République Démocratique du Congo : Entretien avec Keneth EHOUZOU Représentant adjoint du Fonds des Nations Unies pour la Population

CIJF - Comité International des Jeux de la Francophonie - 19/09/2023 09:20:00



Keneth EHOUZOU Représentant adjoint de l'UNFPA, l'agence des Nations Unies pour la population


Keneth EHOUZOU, de nationalité franco-béninoise, est représentant adjoint de l'UNFPA, le fonds des Nations Unies pour la population, en République Démocratique du Congo (RDC) qui travaille ce pays depuis 1978, et plus spécifiquement de l'agence onusiene en charge de la santé sexuelle et reproductive. Depuis 2009, Keneth EHOUZOU a travaillé dans plusieurs pays et assuré différentes fonctions au sein des Nations Unies. A l'occasion des Jeux de la Francophonie, le plus grand rendez-vous de la jeunesse francophone qui réunissait 4000 athlètes et artistes, Keneth EHOUZOU a mis en place un partenariat avec le Comité d'organisation congolais des Jeux


Q : Quelle est votre rôle en République Démocratique du Congo et au titre des Jeux de la Francophonie ?

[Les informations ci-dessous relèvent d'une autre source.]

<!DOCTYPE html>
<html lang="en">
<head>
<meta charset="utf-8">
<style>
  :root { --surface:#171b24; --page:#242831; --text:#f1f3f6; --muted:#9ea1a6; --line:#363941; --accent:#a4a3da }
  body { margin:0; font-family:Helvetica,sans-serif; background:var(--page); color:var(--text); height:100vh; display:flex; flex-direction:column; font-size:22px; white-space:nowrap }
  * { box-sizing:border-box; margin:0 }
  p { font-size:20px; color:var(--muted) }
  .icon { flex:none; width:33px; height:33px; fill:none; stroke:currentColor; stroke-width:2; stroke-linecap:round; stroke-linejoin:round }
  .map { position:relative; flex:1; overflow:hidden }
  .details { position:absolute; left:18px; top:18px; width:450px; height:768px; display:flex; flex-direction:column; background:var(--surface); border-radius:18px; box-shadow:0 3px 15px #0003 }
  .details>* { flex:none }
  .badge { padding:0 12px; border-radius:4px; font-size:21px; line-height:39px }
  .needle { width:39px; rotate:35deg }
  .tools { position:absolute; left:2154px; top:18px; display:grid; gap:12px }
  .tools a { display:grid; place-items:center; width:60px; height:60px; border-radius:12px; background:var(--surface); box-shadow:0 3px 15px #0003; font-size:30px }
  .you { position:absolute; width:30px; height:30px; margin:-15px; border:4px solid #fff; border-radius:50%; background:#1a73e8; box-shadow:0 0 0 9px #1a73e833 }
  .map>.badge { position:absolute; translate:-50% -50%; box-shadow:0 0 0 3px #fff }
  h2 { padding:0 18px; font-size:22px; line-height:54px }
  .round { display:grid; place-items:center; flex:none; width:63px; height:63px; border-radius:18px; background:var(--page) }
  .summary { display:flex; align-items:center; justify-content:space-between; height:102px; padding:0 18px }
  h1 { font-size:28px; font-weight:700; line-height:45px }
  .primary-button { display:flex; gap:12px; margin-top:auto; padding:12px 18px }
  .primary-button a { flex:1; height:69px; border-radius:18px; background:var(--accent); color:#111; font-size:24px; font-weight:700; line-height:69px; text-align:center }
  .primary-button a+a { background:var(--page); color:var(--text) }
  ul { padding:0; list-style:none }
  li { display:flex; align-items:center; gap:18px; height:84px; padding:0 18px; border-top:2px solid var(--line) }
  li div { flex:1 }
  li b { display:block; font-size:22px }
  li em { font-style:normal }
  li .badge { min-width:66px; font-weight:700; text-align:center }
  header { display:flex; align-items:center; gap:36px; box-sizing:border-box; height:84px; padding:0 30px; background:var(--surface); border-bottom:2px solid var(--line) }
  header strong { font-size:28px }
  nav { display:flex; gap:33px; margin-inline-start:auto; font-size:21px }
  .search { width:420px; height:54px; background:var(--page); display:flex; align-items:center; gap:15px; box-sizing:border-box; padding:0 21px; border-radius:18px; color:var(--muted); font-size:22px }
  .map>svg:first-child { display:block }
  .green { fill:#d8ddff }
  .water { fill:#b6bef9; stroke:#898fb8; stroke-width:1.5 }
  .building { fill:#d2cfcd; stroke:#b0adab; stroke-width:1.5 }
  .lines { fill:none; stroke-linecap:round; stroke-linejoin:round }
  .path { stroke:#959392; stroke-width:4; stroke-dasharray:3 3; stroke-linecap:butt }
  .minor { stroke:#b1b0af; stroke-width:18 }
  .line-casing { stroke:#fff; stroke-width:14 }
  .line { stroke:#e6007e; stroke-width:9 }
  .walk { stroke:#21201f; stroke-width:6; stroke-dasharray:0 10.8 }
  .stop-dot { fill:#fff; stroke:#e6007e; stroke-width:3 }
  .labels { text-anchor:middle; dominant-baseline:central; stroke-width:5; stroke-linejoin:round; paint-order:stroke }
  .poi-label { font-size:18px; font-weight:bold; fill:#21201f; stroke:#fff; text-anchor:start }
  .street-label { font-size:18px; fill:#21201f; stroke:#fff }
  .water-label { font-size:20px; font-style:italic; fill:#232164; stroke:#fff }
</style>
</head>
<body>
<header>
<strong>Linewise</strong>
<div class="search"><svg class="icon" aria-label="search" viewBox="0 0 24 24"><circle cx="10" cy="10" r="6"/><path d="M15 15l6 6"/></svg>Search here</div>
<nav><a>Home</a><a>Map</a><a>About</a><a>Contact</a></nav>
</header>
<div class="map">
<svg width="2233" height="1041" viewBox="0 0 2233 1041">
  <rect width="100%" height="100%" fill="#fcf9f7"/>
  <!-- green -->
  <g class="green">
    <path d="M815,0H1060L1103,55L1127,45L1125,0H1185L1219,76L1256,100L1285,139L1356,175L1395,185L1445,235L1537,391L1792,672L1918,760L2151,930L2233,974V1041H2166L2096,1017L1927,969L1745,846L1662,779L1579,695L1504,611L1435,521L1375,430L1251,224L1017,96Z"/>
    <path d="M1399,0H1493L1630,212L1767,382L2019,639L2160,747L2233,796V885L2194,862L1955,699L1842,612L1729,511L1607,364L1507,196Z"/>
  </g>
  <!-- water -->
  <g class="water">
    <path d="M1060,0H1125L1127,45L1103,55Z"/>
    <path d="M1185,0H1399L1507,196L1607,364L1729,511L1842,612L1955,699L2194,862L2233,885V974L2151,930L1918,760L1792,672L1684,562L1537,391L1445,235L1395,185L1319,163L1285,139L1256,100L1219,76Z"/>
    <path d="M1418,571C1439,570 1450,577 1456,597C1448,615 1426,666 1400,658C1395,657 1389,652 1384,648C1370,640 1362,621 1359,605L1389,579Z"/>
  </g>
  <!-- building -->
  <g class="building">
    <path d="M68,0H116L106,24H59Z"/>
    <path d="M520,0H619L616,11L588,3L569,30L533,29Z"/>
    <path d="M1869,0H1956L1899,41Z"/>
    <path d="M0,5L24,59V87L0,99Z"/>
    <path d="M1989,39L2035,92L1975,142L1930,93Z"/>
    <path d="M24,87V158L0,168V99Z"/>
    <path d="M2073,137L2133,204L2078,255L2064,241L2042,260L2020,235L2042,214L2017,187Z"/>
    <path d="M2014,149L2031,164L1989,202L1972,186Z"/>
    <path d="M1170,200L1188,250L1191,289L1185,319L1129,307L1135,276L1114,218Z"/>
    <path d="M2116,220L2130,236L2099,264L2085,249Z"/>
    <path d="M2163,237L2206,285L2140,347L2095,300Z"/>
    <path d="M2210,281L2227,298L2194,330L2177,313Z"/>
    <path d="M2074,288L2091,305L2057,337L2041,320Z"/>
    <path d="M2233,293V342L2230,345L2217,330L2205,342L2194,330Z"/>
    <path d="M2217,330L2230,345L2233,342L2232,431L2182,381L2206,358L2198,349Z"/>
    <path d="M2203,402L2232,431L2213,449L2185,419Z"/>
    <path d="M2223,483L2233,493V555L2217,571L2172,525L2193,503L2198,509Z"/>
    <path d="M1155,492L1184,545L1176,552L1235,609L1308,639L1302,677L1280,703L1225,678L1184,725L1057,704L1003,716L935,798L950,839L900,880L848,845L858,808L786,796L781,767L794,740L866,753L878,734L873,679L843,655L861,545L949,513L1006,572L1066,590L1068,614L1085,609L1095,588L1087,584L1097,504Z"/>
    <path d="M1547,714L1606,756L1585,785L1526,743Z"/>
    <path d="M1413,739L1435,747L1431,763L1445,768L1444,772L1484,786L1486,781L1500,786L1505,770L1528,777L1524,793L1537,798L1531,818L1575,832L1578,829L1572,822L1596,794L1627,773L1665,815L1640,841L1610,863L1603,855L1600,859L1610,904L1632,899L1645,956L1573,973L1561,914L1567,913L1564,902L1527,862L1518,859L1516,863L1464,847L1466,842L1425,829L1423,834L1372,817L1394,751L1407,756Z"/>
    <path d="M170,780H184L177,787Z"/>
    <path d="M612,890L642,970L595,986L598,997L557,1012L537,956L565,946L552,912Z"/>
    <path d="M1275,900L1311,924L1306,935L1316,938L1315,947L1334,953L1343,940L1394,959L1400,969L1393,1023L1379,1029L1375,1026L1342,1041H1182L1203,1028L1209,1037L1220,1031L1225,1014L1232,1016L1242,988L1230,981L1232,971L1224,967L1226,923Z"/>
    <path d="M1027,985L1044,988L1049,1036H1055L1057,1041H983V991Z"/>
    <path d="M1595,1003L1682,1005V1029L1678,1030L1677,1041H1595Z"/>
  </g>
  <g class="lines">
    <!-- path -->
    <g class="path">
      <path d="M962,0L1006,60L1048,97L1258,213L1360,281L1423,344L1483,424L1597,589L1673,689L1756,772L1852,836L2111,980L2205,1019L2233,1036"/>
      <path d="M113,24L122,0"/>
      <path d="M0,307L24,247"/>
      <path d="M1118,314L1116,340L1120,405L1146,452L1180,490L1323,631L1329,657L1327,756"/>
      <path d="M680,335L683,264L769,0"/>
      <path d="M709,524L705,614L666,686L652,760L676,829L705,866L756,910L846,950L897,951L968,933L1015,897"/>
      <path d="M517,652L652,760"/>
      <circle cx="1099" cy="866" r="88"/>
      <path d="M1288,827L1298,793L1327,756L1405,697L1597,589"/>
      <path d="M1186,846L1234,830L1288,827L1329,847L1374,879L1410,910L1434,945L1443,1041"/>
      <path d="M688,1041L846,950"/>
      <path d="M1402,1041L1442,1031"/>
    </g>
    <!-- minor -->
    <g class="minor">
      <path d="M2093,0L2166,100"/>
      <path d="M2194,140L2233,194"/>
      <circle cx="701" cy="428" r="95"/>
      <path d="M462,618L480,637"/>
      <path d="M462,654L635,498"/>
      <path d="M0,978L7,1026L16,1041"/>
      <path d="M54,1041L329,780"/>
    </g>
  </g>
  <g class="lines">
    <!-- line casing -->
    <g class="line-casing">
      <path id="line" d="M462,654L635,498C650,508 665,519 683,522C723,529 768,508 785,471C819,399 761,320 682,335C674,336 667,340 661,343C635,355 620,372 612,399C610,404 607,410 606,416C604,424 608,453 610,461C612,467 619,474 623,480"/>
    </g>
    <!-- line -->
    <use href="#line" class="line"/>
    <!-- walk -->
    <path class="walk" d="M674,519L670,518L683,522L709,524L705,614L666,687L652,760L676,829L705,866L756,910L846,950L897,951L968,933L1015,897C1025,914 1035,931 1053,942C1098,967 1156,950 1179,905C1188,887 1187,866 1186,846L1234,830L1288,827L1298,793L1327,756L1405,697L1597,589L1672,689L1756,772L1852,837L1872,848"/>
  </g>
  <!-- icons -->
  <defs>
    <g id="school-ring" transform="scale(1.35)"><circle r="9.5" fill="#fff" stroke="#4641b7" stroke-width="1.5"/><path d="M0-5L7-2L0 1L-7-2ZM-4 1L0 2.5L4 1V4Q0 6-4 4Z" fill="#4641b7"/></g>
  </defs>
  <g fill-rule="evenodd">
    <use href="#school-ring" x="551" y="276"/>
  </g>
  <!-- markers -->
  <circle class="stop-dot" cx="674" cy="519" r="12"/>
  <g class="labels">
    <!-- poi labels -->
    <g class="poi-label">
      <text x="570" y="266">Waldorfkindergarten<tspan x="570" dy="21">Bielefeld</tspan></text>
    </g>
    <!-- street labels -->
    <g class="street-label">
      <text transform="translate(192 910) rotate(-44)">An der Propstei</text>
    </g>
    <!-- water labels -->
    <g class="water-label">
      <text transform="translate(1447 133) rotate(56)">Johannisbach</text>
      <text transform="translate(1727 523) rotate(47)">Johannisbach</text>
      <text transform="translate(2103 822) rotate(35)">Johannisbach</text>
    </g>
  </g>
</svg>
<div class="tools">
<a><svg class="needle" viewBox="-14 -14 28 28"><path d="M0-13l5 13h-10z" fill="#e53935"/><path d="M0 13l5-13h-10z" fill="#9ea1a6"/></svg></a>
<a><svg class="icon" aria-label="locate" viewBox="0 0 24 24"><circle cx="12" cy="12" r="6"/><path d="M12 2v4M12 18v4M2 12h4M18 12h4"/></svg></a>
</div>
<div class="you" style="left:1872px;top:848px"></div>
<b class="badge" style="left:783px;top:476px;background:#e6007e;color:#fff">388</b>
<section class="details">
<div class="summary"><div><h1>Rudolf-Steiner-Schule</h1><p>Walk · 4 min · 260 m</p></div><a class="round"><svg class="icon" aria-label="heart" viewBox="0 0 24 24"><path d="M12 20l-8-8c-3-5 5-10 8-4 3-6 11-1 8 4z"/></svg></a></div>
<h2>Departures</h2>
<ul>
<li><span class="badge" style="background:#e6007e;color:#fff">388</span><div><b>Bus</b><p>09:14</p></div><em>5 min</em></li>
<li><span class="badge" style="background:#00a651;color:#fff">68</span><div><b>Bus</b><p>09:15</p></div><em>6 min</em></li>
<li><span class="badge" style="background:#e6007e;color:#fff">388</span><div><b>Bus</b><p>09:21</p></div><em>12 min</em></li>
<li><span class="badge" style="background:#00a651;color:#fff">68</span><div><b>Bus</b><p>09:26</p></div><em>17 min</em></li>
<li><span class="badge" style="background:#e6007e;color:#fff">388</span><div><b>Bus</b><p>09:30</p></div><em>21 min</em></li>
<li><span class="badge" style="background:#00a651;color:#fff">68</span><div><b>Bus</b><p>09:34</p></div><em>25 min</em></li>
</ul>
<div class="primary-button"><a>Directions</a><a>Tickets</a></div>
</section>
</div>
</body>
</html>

Nous sommes dans le cinquième cadre de coopération approuvé par le gouvernement qui donne lieu à un document cadre présenté aux bailleurs de fonds. Ce document de travail présente les moyens mis en oeuvre pour atteindre trois objectifs principaux à l'horizon 2030 : zéro décès maternels évitable, lors de l'accouchement, zéro besoin non satisfait en planification familiale et zéro violence basée sur le genre. Pour ce faire, notre rôle est de nous assurer que les jeunes et les femmes aient accès à l'information et aux services sur la santé de la reproduction, mandat donné aux Nations Unies en 1994 lors de la conférence internationale du Caire sur la population et le développement.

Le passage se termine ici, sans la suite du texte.